Work task: Give the whole listing again, exactly as written.

☆ ☆ ☆

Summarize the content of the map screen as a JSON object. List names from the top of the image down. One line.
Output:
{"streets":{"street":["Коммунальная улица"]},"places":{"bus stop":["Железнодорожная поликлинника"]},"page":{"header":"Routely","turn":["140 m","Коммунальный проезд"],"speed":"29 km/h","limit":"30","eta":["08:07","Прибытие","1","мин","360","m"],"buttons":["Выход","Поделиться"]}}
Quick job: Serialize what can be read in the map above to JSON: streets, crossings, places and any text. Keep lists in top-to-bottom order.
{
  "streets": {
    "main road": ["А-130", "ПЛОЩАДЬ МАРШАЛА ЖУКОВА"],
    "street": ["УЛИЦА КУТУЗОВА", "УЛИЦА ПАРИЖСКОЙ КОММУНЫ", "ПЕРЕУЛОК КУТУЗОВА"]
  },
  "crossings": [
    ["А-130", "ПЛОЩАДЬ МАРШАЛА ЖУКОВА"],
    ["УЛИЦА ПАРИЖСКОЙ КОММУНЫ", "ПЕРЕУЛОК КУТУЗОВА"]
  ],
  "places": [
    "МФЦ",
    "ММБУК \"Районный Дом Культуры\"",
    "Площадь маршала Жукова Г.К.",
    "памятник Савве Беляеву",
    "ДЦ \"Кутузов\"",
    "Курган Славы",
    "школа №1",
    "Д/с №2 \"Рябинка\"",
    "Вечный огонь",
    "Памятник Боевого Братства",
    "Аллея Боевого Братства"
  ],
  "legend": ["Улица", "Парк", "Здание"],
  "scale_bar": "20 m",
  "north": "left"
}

☆ ☆ ☆

Written answer:
Summarize the content of the map screen as a JSON object. List names from the top of the image down. One line.
Output:
{"streets":{"street":["Коммунальная улица"]},"places":{"bus stop":["Железнодорожная поликлинника"]},"page":{"header":"Routely","turn":["140 m","Коммунальный проезд"],"speed":"29 km/h","limit":"30","eta":["08:07","Прибытие","1","мин","360","m"],"buttons":["Выход","Поделиться"]}}
Quick job: Serialize what can be read in the map above to JSON: streets, crossings, places and any text. Keep lists in top-to-bottom order.
{
  "streets": {
    "main road": ["А-130", "ПЛОЩАДЬ МАРШАЛА ЖУКОВА"],
    "street": ["УЛИЦА КУТУЗОВА", "УЛИЦА ПАРИЖСКОЙ КОММУНЫ", "ПЕРЕУЛОК КУТУЗОВА"]
  },
  "crossings": [
    ["А-130", "ПЛОЩАДЬ МАРШАЛА ЖУКОВА"],
    ["УЛИЦА ПАРИЖСКОЙ КОММУНЫ", "ПЕРЕУЛОК КУТУЗОВА"]
  ],
  "places": [
    "МФЦ",
    "ММБУК \"Районный Дом Культуры\"",
    "Площадь маршала Жукова Г.К.",
    "памятник Савве Беляеву",
    "ДЦ \"Кутузов\"",
    "Курган Славы",
    "школа №1",
    "Д/с №2 \"Рябинка\"",
    "Вечный огонь",
    "Памятник Боевого Братства",
    "Аллея Боевого Братства"
  ],
  "legend": ["Улица", "Парк", "Здание"],
  "scale_bar": "20 m",
  "north": "left"
}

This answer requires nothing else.